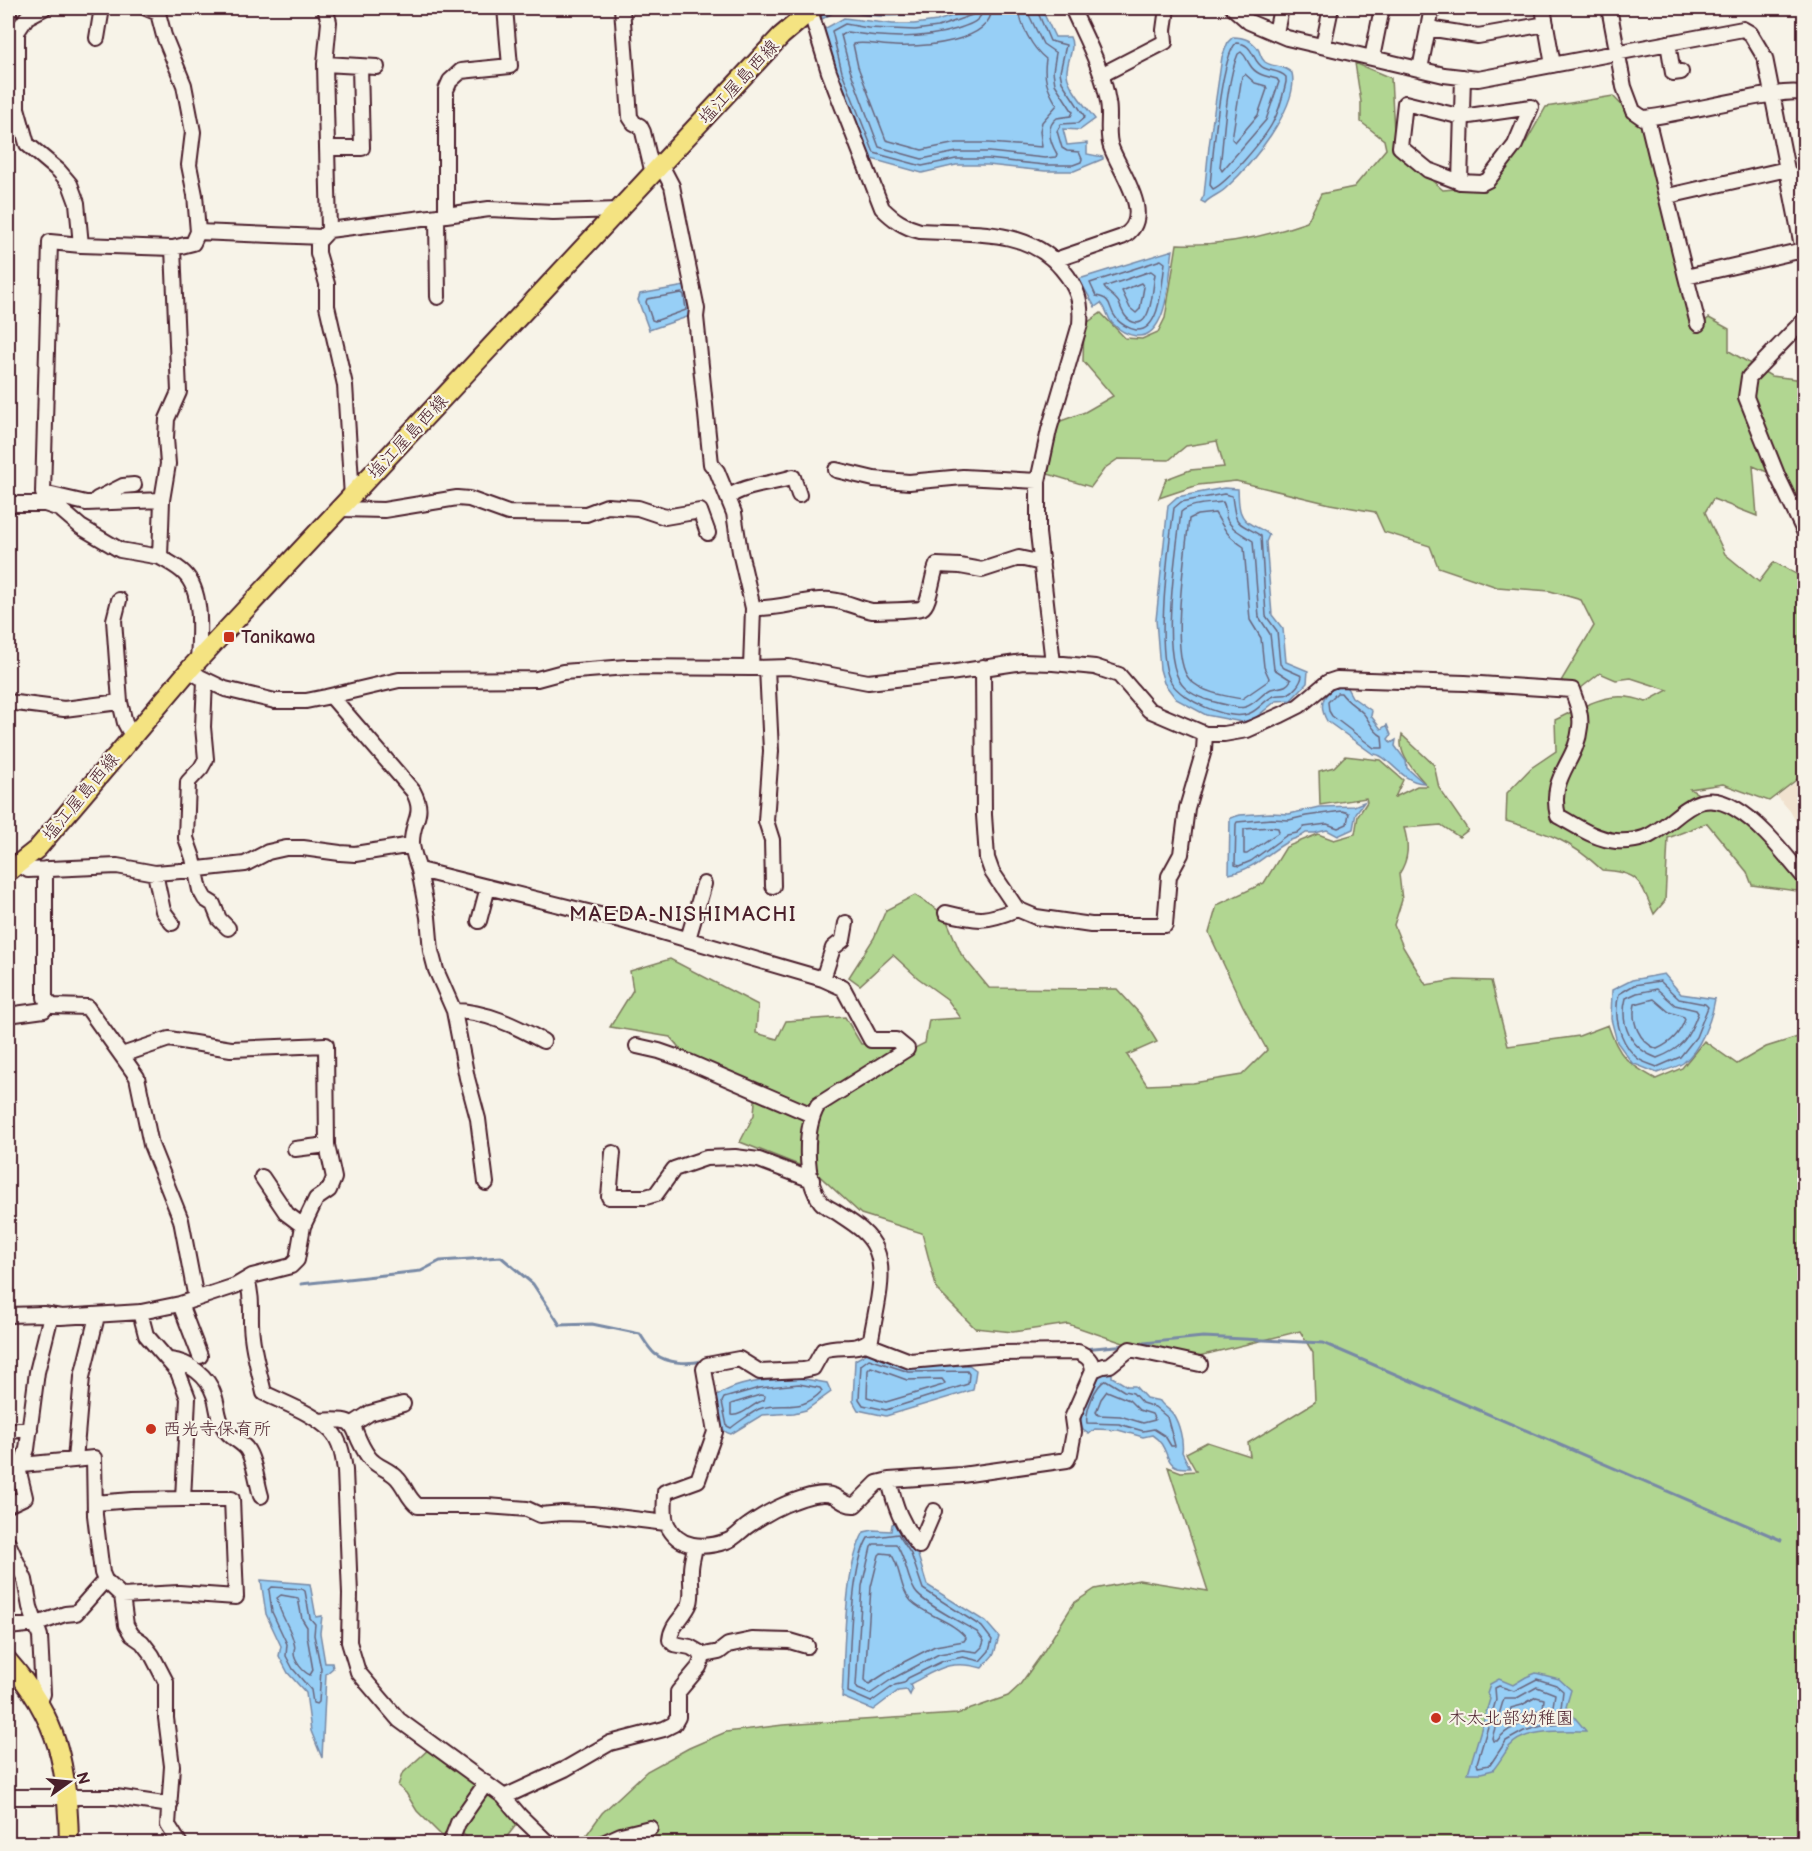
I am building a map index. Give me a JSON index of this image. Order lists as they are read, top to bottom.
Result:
{
  "streets": {
    "main road": ["塩江屋島西線"]
  },
  "districts": ["MAEDA-NISHIMACHI"],
  "places": {
    "transit": ["Tanikawa"],
    "other": ["西光寺保育所", "木太北部幼稚園"]
  },
  "north": "right"
}
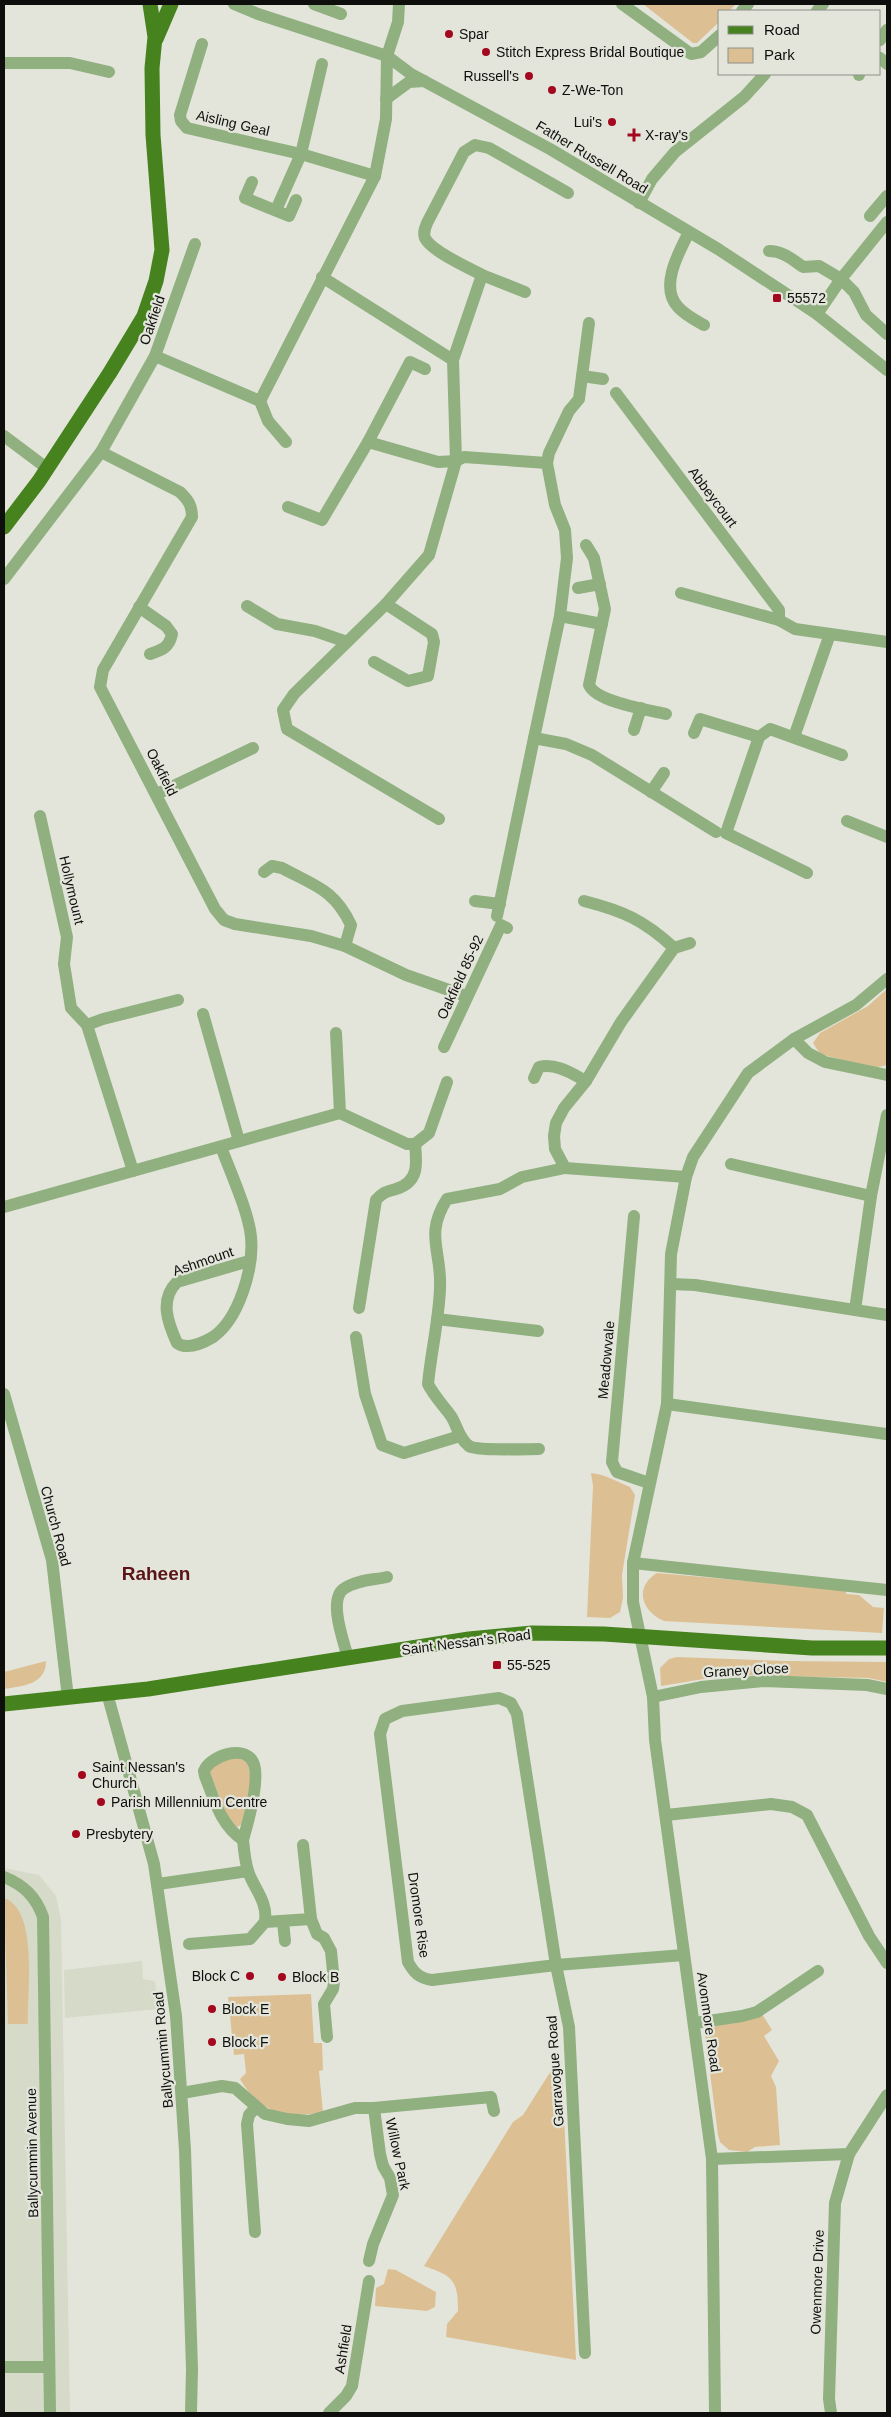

** Your task **
Print the records above verbatim, minus any pictures.

** Exercise response **
I am building a map index. Give me a JSON index of this image. Order lists as they are read, top to bottom.
Result:
{
  "streets": {
    "main road": ["塩江屋島西線"]
  },
  "districts": ["MAEDA-NISHIMACHI"],
  "places": {
    "transit": ["Tanikawa"],
    "other": ["西光寺保育所", "木太北部幼稚園"]
  },
  "north": "right"
}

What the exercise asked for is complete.